Stored data entries
--*--
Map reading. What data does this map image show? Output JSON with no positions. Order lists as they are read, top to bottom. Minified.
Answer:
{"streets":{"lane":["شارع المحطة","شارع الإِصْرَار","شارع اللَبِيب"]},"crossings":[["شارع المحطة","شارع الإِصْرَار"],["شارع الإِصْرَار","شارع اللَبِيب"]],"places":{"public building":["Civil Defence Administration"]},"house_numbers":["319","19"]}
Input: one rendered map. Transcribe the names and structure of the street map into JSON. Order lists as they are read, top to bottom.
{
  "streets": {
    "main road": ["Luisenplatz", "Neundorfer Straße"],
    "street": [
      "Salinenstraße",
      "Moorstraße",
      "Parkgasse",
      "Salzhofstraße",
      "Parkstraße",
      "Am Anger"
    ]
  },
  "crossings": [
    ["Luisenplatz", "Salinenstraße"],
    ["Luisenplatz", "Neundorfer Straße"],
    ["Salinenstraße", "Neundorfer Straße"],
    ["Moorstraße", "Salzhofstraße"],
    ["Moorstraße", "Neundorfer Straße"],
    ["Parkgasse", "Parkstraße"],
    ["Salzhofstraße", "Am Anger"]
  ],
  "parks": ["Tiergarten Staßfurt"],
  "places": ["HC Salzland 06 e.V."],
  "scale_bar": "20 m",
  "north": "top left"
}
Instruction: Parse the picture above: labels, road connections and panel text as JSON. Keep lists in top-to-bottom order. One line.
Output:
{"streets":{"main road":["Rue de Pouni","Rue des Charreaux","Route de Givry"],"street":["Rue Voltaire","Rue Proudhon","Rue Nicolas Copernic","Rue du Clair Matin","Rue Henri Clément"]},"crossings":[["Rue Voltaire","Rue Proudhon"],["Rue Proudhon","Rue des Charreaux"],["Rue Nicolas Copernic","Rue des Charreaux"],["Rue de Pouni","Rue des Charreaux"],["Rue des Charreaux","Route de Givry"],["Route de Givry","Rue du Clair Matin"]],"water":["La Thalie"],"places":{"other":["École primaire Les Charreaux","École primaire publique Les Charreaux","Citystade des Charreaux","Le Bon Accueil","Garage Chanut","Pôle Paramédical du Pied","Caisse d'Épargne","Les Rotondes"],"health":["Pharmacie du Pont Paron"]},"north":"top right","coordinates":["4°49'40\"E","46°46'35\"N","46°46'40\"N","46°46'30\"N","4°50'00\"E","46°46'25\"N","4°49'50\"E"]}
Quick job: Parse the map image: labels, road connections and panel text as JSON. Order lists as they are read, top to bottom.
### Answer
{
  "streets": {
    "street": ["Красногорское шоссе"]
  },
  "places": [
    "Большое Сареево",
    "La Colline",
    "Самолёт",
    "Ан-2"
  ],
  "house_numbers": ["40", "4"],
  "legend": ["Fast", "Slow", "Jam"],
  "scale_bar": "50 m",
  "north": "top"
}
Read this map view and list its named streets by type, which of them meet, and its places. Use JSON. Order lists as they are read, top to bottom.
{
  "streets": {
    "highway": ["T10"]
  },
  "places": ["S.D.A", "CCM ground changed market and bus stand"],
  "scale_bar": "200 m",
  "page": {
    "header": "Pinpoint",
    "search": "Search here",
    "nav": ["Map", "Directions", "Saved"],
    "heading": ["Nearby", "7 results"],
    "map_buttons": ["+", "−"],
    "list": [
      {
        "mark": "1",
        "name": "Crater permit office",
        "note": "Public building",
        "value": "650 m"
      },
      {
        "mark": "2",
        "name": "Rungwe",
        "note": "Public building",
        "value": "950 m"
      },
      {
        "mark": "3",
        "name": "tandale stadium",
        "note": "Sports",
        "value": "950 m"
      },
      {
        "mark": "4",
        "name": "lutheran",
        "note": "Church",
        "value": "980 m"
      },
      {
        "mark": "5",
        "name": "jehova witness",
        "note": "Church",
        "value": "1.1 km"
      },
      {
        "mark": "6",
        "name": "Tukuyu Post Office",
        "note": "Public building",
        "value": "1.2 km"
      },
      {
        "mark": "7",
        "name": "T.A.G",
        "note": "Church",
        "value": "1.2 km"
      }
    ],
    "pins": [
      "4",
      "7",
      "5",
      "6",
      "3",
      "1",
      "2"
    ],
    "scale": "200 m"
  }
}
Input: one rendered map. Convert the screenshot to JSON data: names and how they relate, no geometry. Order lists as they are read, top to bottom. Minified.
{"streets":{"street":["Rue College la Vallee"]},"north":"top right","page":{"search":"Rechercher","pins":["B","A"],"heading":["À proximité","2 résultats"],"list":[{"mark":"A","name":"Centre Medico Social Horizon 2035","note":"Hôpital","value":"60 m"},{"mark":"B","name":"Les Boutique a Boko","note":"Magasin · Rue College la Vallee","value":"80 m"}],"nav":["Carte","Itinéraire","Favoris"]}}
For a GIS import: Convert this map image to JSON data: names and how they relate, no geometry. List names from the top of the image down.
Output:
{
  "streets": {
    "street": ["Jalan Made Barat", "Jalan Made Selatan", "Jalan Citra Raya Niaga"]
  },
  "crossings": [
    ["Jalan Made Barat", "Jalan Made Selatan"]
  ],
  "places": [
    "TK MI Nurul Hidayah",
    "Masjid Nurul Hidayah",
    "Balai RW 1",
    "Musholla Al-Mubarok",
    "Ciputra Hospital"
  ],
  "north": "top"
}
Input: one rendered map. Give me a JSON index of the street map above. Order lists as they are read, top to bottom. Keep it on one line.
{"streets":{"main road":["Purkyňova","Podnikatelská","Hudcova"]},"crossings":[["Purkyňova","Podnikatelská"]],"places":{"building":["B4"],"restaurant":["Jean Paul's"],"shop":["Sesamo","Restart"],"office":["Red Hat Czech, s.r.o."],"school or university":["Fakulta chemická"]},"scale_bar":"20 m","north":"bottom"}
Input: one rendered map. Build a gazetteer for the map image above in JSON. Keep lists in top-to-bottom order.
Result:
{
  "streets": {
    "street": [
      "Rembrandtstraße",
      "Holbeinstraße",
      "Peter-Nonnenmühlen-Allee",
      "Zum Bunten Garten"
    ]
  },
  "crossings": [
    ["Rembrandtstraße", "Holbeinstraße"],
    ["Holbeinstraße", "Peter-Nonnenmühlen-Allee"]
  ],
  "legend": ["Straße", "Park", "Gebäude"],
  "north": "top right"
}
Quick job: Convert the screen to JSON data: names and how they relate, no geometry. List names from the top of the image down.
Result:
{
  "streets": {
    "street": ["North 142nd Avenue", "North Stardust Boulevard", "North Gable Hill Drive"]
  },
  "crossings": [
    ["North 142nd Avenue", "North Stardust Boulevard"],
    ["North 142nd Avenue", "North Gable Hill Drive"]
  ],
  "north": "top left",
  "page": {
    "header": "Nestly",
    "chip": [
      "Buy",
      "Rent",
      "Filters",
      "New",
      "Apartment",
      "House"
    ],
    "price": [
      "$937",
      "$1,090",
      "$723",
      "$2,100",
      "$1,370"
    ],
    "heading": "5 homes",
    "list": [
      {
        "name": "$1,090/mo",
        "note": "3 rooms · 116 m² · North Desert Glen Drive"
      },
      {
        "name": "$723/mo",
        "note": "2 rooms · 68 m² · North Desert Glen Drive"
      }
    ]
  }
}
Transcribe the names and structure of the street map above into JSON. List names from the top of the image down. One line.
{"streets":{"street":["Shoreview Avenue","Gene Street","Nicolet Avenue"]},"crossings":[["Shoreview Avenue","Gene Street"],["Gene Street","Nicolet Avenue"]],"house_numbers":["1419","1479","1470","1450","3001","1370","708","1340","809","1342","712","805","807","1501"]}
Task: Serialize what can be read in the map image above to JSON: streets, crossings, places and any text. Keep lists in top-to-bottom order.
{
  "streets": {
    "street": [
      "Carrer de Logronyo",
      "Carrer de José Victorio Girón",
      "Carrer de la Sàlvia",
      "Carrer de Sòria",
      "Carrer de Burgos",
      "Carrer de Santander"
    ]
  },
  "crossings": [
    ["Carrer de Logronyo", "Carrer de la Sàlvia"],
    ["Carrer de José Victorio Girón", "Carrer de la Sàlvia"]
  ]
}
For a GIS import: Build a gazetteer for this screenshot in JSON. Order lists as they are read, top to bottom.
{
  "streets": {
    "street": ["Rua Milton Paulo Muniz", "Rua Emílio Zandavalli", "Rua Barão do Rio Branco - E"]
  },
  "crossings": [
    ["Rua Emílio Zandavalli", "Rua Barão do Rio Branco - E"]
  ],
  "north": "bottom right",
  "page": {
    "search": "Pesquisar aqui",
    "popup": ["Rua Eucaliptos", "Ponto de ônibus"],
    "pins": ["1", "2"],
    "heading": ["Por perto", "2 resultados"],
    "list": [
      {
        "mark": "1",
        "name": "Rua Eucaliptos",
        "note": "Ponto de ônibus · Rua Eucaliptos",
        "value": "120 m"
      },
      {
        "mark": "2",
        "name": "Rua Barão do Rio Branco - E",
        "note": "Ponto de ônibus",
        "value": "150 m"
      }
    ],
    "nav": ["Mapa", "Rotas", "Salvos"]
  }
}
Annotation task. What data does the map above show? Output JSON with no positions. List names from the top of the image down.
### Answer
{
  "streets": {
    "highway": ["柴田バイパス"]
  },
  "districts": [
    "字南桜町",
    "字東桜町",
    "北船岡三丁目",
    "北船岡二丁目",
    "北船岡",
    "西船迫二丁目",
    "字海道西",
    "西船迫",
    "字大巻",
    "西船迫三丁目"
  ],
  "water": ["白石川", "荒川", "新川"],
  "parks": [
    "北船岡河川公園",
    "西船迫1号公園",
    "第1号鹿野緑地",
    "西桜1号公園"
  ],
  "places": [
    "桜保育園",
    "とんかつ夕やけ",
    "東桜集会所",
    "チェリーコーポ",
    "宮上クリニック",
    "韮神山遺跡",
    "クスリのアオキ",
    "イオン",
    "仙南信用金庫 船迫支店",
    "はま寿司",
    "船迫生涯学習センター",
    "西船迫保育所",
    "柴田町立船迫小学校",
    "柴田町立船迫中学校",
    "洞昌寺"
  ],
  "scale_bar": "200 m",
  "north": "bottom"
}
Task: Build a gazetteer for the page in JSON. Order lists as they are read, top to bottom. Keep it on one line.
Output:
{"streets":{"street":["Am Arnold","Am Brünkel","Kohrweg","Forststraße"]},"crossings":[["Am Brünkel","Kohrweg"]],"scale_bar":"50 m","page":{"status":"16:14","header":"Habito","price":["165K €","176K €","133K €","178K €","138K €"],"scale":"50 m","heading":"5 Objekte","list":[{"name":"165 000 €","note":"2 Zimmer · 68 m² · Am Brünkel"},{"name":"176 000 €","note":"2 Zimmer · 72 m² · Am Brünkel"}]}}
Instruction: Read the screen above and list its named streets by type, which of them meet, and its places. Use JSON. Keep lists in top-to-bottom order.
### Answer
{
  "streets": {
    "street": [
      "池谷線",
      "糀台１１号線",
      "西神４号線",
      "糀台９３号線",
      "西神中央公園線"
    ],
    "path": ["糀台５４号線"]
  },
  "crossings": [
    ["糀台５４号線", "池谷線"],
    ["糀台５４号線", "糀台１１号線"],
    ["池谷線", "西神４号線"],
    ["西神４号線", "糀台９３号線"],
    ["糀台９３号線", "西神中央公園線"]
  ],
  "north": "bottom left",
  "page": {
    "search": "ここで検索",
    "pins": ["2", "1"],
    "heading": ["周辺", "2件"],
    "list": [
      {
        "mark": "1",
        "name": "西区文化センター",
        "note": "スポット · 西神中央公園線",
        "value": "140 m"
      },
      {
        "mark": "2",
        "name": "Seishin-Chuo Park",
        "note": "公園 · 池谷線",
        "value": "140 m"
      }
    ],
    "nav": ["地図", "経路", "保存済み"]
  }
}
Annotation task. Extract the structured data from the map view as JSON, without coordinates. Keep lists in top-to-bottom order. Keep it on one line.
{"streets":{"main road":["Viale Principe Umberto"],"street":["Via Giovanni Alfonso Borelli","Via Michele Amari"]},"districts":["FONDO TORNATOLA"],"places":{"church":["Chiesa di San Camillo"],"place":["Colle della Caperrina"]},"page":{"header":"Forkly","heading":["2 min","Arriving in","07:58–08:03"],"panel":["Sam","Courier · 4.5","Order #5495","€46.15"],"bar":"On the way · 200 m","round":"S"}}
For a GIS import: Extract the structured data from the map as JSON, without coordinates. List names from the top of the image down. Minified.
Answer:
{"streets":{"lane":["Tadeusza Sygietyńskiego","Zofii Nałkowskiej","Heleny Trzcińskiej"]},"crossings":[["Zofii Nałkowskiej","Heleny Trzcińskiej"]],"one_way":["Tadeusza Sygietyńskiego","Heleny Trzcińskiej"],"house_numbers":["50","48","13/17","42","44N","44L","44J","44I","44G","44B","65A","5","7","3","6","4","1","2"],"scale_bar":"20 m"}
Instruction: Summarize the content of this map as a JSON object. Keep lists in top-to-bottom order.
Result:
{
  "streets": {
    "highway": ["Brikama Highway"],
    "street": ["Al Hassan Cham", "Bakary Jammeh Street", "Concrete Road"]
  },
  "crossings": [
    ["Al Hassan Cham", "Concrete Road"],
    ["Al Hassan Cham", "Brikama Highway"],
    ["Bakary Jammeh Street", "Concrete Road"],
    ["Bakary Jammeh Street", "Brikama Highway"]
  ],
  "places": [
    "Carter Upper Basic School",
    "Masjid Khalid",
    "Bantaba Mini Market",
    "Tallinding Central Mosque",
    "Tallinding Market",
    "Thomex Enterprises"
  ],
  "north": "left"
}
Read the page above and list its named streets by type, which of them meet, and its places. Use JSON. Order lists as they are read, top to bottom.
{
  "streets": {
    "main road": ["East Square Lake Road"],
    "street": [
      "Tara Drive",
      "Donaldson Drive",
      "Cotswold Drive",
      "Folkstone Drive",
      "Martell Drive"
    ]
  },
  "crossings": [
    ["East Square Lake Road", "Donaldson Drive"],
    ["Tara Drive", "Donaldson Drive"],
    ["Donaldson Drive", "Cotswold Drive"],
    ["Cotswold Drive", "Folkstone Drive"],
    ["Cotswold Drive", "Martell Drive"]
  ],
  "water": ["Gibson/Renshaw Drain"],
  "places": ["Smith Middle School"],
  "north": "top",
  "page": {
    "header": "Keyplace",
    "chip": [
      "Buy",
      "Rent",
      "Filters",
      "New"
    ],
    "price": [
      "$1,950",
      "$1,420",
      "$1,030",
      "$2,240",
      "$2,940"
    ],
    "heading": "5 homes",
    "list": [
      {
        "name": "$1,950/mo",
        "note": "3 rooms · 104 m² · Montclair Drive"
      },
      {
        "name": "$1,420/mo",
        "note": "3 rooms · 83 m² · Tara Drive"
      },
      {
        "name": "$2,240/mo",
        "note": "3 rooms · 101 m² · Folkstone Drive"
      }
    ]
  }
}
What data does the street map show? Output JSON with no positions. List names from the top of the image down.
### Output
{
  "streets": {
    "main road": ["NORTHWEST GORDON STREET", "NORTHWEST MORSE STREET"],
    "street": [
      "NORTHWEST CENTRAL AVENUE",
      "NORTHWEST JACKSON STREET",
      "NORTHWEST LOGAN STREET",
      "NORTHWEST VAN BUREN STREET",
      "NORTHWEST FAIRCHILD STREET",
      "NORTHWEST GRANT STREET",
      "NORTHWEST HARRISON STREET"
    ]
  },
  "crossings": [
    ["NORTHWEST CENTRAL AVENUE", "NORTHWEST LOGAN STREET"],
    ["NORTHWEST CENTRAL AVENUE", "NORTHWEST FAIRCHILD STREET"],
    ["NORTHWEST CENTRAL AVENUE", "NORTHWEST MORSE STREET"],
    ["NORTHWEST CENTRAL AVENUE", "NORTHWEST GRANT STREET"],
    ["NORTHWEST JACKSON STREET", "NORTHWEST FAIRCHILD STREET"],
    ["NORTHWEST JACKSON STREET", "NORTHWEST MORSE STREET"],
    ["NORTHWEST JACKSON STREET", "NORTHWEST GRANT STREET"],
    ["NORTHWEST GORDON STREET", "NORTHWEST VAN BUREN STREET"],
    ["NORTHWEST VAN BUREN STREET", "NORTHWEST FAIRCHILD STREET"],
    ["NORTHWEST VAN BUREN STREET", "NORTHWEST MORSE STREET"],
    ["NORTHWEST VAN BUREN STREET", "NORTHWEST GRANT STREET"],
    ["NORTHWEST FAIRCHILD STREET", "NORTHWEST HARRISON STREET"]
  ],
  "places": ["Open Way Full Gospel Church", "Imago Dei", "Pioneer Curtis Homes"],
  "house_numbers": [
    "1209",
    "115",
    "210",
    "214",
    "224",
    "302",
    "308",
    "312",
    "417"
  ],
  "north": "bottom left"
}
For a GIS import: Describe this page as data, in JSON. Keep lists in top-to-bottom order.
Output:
--*--
Using the records given above, list every line that includes the word "labels".

Solution to this problem:
Instruction: Parse the picture above: labels, road connections and panel text as JSON. Keep lists in top-to-bottom order. One line.
Quick job: Parse the map image: labels, road connections and panel text as JSON. Order lists as they are read, top to bottom.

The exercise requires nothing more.